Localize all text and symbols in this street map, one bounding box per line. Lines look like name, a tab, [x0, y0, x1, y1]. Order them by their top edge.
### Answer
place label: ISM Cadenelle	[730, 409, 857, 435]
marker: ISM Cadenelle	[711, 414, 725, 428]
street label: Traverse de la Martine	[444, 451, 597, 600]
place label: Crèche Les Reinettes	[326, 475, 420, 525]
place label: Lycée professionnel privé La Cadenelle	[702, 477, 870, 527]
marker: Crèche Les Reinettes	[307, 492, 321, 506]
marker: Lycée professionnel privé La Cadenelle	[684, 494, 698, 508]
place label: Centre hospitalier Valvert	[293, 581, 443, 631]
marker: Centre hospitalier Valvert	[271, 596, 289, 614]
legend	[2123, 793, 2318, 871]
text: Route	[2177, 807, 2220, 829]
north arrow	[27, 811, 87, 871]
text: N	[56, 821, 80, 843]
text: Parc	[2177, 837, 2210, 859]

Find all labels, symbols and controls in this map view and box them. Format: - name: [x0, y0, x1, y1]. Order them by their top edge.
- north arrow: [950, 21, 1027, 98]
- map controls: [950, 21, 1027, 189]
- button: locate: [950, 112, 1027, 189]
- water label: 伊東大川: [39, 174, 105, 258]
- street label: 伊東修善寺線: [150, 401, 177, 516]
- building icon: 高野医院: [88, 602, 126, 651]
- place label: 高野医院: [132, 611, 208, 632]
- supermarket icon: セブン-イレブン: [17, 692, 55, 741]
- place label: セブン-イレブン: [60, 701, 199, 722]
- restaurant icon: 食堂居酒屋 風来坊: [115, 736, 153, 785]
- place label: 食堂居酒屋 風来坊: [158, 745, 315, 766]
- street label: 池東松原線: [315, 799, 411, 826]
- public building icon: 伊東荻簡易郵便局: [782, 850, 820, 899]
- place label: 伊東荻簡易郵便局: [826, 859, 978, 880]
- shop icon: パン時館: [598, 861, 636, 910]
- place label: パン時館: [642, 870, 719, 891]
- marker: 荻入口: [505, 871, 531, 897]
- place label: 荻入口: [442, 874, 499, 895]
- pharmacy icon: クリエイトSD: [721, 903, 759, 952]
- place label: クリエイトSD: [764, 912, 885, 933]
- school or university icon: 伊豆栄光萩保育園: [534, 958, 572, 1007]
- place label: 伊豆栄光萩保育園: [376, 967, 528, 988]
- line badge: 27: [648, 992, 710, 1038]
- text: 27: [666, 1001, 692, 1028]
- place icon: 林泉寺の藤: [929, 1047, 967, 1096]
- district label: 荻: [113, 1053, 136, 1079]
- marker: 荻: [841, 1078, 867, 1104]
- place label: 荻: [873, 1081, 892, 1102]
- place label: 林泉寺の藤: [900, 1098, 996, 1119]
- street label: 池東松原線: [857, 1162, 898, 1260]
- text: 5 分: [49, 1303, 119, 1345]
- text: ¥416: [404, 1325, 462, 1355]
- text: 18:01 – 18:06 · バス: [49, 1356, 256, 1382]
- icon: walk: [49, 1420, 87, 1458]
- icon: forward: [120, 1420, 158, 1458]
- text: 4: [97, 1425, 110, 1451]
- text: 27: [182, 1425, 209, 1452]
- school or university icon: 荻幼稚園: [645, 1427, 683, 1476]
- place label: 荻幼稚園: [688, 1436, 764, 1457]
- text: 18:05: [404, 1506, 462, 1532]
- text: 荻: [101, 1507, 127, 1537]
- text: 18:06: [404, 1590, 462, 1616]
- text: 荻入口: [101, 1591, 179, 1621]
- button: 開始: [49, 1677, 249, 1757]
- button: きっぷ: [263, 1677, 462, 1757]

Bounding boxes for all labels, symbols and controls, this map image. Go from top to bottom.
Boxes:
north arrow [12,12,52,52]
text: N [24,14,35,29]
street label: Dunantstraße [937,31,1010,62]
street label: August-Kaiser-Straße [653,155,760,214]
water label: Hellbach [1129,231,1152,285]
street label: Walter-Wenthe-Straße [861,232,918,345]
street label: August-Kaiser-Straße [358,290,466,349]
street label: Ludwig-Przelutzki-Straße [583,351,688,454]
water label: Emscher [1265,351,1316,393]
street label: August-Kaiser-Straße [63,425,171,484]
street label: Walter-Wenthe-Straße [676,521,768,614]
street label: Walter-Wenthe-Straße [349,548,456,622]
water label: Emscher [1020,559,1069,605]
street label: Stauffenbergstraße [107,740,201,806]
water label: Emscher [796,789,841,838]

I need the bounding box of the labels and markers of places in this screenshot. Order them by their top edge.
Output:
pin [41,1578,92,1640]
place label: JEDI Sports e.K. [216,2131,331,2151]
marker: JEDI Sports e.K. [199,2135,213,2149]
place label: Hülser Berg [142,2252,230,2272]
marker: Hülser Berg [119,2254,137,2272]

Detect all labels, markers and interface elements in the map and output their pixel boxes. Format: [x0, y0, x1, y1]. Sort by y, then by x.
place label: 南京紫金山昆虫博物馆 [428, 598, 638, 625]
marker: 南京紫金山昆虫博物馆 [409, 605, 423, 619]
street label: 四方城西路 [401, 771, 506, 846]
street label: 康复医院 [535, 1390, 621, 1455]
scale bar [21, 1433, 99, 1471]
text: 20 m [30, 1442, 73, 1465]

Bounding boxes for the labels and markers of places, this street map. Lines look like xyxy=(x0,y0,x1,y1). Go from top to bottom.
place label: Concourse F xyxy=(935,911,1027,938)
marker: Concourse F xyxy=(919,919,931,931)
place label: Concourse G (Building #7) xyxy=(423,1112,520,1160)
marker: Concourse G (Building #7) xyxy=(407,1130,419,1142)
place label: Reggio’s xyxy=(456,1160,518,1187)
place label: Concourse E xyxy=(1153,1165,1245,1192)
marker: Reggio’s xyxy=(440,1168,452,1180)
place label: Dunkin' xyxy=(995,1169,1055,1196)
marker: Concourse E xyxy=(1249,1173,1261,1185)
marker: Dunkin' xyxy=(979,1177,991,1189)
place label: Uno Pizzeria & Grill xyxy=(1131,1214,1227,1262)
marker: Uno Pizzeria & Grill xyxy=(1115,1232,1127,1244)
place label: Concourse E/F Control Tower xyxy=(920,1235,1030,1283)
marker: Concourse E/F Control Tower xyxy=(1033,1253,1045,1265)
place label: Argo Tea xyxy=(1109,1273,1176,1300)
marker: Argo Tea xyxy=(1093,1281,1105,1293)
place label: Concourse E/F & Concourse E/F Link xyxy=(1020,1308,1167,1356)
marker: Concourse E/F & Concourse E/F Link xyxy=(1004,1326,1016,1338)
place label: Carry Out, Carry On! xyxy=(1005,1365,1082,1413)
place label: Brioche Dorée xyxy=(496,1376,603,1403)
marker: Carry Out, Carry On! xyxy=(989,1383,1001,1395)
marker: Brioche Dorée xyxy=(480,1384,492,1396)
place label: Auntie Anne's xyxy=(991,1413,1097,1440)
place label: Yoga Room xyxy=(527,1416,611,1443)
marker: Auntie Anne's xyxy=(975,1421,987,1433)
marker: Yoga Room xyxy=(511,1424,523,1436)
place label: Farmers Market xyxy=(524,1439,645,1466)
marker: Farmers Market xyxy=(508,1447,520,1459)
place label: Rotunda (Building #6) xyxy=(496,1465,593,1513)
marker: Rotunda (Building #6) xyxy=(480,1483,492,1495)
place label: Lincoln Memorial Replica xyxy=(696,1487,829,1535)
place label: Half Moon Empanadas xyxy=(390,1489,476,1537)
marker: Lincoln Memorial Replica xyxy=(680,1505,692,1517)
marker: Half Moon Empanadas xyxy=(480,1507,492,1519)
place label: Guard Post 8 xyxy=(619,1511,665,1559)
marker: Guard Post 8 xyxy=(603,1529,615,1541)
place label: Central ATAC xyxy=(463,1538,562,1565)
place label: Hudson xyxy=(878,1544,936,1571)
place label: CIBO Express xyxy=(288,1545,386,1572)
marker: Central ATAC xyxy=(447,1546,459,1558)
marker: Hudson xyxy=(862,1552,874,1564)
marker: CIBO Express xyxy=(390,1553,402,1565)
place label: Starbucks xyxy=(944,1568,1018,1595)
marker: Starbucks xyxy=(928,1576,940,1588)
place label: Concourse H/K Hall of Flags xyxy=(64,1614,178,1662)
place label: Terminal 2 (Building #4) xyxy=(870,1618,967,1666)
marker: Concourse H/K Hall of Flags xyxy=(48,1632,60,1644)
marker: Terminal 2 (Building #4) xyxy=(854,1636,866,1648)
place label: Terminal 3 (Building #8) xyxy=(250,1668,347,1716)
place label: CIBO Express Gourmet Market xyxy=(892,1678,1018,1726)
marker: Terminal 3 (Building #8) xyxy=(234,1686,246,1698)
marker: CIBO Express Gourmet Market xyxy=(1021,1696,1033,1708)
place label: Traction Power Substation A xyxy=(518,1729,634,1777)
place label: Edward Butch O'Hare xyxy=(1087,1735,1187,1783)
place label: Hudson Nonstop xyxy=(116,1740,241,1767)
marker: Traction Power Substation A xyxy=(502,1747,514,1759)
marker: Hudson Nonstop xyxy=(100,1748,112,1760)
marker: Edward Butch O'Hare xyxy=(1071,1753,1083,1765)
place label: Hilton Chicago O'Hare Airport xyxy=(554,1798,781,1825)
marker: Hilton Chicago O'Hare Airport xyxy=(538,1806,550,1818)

..............................

About this task: How many lines in the entries above include the string "Lycée"? Give only the number.

Response to this task: 2